Protecting data, protecting truth

A manifesto on data protection, data governance, and internationalism. Adapted from a speech delivered at the United Nations International School's UNIS-UN conference, in the UN General Assembly Hall in New York.
Written by Andrew Brust, Contributor

On February 28th, 2018, I delivered a speech at the United Nations International School's UNIS-UN Conference, held in the United Nations General Assembly hall in New York. This year's conference was titled "Under CTRL: Technology, Innovation and the Future of Work."

Though produced by students at UNIS in New York City, the conference was attended by approximately 750 students from international schools around the world. I myself graduated from UNIS in 1984; it's where I first learned to program computers in BASIC, including a DEC PDP 8 and a Radio Shack TRS-80 Model 1, dating back to 1978.

What follows is an adaptation of the speech, presented in a format more suitable to publication as a post here on ZDNet. If you wish to view the speech in its entirety, you can do so here.


Data is nothing new, nor are databases, or even analytics systems, which themselves date back the better part of 50 years.

What is new, though, is how much data we collect, how much we keep, and what we can now do with it. That has changed a lot. We used to collect data at the level of a single transaction: a purchase, for example, or a single playground inspection.

Now we track every click leading up to the purchase, and the upsell ads that were served. And maybe the NYC Parks Department, where I created database systems in the mid-1980s, starting in my Freshman year of college, is tracking entrances and exits through the park gates, or the number of baskets through a given hoop, in a given court.

With today's Internet of Things - or IoT - sensors, tracking all of that, in real time, is now quite feasible. And maybe there's even a college freshman at the Parks Department building the database that handles it.

Moreover, we can keep so much of this data now. The economics allow it, whereas it was cost-prohibitive previously. The cloud provides for cheap storage...sometimes really cheap, if you're willing to wait a few hours before it's served up. And even in the on-premises world, new distributed file systems make massive and fault-tolerant data storage possible without needing to buy expensive, proprietary storage appliances.
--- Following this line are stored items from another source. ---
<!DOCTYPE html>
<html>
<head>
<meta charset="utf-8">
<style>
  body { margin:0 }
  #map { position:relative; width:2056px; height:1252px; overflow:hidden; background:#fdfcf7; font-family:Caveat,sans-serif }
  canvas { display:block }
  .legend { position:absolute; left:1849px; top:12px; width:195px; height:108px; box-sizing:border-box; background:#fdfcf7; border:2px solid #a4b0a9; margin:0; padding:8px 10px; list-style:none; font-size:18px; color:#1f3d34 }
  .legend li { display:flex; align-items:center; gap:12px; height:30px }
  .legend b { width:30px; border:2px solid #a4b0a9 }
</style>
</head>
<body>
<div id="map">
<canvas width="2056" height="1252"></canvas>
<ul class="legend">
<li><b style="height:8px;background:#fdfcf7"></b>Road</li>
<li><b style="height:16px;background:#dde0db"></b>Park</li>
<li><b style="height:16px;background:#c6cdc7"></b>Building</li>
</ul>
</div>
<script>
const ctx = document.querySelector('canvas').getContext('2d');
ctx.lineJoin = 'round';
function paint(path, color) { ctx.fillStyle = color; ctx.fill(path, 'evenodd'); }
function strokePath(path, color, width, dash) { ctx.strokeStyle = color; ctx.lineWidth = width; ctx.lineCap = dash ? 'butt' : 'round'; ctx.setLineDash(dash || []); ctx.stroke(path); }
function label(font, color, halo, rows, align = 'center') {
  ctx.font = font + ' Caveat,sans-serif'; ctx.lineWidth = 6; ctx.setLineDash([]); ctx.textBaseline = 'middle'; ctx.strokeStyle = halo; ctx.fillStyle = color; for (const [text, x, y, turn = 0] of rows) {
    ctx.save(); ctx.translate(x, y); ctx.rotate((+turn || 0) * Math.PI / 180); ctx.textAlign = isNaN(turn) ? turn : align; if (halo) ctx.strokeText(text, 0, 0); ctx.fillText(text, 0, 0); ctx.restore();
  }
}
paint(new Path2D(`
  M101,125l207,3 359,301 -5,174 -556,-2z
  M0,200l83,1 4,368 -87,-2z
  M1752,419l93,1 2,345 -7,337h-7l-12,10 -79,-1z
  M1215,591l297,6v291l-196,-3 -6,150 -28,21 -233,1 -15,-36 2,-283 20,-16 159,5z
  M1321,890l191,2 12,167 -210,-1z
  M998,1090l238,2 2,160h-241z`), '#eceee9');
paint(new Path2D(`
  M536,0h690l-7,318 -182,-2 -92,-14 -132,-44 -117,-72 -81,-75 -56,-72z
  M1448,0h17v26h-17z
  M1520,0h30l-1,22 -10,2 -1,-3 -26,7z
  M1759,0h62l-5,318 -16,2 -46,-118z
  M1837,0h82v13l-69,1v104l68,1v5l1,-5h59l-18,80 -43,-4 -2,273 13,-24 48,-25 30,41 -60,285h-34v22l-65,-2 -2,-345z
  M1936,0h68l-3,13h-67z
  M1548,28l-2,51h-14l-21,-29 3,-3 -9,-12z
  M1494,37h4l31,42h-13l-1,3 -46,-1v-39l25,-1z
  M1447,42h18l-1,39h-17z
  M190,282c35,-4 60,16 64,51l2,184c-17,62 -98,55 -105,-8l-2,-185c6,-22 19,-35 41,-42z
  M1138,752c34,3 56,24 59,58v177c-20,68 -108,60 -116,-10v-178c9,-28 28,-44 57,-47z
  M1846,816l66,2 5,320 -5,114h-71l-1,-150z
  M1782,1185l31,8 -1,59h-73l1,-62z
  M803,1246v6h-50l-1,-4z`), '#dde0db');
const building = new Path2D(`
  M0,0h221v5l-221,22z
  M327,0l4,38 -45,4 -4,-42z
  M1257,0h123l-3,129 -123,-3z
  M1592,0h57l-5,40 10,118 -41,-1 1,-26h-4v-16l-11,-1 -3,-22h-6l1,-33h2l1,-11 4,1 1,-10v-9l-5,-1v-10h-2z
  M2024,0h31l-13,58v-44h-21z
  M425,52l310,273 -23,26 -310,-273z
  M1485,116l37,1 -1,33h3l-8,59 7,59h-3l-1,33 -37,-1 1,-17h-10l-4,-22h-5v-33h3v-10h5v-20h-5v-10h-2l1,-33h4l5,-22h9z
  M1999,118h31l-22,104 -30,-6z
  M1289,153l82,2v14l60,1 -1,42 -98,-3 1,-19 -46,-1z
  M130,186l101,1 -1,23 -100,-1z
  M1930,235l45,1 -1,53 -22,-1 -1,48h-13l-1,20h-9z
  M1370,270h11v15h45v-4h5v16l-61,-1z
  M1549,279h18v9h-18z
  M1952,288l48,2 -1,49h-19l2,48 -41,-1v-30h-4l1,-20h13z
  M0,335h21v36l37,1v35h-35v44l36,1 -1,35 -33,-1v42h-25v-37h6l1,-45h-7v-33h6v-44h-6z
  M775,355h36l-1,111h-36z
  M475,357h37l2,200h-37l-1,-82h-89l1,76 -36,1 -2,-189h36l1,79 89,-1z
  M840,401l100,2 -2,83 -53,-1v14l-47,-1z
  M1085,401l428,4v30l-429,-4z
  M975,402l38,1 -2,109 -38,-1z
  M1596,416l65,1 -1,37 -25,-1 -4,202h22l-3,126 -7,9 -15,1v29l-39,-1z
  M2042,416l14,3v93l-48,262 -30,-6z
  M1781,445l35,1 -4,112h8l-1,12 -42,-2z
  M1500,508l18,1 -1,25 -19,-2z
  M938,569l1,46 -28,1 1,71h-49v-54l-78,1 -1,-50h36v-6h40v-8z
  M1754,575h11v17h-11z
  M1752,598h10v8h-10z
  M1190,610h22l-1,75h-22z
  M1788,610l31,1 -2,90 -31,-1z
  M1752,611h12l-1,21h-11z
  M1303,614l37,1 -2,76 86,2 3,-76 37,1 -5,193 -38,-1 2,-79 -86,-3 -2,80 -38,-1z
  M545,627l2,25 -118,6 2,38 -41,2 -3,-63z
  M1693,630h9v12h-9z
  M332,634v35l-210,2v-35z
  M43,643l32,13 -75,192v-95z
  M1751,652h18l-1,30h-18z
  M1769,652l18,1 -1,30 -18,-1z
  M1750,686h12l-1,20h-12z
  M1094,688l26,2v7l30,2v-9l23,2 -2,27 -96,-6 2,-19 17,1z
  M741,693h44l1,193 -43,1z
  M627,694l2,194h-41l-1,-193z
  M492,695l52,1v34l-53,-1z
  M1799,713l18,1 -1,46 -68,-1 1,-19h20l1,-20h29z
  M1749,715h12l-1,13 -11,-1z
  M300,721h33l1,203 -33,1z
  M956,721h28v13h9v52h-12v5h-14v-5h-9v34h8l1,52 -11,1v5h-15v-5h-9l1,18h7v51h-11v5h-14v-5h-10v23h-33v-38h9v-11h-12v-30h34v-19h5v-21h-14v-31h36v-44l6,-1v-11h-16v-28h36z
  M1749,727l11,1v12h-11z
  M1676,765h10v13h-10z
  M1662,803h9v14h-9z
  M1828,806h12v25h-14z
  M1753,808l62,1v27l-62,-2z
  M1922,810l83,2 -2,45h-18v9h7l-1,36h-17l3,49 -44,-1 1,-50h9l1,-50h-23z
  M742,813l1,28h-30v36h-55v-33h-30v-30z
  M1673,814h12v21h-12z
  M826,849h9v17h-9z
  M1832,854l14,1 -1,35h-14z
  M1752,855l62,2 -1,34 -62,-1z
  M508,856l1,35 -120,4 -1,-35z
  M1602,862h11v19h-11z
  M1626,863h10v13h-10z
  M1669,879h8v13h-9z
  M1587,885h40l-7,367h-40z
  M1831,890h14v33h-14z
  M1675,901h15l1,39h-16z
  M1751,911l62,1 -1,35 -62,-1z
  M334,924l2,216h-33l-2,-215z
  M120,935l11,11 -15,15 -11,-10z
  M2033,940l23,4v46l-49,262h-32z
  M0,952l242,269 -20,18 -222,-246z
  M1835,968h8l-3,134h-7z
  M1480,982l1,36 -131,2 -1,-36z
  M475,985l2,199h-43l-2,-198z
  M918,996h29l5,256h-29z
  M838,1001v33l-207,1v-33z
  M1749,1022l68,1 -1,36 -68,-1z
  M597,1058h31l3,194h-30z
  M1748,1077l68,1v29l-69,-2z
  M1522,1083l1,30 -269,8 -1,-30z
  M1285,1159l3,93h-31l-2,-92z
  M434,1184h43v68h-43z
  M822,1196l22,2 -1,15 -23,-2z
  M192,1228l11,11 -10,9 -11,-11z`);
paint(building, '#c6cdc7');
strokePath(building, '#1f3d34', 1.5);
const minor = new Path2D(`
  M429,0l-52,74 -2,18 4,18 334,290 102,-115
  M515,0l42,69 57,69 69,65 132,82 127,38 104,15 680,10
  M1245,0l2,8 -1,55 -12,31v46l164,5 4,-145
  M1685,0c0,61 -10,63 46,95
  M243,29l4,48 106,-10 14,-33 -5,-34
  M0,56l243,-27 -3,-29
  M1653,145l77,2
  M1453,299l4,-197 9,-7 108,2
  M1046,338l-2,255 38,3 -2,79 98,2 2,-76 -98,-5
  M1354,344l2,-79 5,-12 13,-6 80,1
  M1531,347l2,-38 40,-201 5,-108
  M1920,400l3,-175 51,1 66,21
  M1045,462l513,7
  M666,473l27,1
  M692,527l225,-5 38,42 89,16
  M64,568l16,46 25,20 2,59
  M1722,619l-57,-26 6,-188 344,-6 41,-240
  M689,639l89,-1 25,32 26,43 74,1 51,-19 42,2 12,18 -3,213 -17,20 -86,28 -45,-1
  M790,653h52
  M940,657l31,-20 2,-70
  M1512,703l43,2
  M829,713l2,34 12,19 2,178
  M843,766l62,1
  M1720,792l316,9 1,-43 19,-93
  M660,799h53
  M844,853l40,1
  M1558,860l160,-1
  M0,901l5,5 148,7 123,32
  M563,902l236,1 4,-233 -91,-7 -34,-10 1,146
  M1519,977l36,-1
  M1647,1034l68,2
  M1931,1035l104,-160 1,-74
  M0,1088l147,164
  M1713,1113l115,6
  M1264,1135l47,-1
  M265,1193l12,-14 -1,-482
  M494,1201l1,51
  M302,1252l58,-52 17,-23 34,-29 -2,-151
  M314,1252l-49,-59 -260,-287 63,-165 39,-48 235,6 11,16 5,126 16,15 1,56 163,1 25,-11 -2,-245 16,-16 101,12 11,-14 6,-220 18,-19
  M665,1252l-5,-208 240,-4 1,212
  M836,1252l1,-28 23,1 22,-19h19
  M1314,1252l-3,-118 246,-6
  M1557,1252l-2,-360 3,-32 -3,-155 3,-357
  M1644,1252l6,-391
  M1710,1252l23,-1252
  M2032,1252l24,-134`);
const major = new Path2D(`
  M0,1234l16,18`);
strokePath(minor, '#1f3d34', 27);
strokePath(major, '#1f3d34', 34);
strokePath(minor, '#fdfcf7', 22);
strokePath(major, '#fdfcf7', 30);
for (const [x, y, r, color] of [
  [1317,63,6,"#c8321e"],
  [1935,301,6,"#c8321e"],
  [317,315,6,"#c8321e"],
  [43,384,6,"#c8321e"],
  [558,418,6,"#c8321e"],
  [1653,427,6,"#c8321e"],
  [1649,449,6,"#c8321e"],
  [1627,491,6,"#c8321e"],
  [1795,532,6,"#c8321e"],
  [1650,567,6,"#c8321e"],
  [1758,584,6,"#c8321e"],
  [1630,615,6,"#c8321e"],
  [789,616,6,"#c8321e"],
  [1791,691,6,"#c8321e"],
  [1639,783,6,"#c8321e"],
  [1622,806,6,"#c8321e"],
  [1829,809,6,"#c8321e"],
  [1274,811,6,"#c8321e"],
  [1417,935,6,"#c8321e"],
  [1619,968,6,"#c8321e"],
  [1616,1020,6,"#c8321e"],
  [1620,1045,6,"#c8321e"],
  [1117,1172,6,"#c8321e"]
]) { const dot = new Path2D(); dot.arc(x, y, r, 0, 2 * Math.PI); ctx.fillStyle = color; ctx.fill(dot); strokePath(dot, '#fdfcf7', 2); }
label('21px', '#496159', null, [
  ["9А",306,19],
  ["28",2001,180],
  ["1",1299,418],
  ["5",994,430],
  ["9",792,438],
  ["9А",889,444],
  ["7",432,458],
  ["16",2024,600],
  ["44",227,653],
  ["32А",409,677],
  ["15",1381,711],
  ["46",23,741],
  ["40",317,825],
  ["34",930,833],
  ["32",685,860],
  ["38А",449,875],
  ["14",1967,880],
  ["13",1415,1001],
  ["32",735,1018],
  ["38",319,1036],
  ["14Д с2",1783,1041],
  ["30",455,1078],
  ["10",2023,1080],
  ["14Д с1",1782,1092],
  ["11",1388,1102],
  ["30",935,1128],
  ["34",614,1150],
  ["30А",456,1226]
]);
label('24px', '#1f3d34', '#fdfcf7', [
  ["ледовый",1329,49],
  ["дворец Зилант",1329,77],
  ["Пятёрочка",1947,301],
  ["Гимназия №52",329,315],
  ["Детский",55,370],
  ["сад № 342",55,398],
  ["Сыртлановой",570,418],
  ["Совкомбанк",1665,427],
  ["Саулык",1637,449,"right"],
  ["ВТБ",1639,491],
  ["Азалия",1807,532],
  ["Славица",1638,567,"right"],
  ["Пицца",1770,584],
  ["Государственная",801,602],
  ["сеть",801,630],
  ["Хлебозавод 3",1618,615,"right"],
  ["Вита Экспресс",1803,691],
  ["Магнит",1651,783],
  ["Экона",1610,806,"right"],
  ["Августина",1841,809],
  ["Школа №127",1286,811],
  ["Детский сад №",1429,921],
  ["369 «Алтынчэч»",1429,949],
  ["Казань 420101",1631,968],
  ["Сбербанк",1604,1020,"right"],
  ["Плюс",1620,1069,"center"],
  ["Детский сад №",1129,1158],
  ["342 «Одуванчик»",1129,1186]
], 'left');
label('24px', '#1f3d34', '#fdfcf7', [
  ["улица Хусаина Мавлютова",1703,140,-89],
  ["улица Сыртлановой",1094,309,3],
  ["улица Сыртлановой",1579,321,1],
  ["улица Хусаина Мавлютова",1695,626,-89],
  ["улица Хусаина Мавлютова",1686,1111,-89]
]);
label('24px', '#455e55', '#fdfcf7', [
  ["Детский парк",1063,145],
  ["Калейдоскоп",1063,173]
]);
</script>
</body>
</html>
As I said, what we can now do with the data is even more interesting. If we're tracking clicks leading up to a purchase, we can start to predict whether someone is going to buy something, how much they're going to spend and what they're going to buy. In the case of tracking parks usage, we can predict when peak usage times will be, and thus when to deploy more maintenance workers, trash collectors and Urban Park Rangers. That can help with the budgeting process, too. Although I don't think we've yet discovered a data technology that can create much efficiency in the New York City Council.

Data points
What I like to say, when I'm feeling corny, is that "data is life." Every piece of data is a point-in-time recording of something that occurred, involving a person, an organization, a machine or groups of these things. The frequency at which we record these events now is much greater than it was. And so data has become more - shall we say - intimate.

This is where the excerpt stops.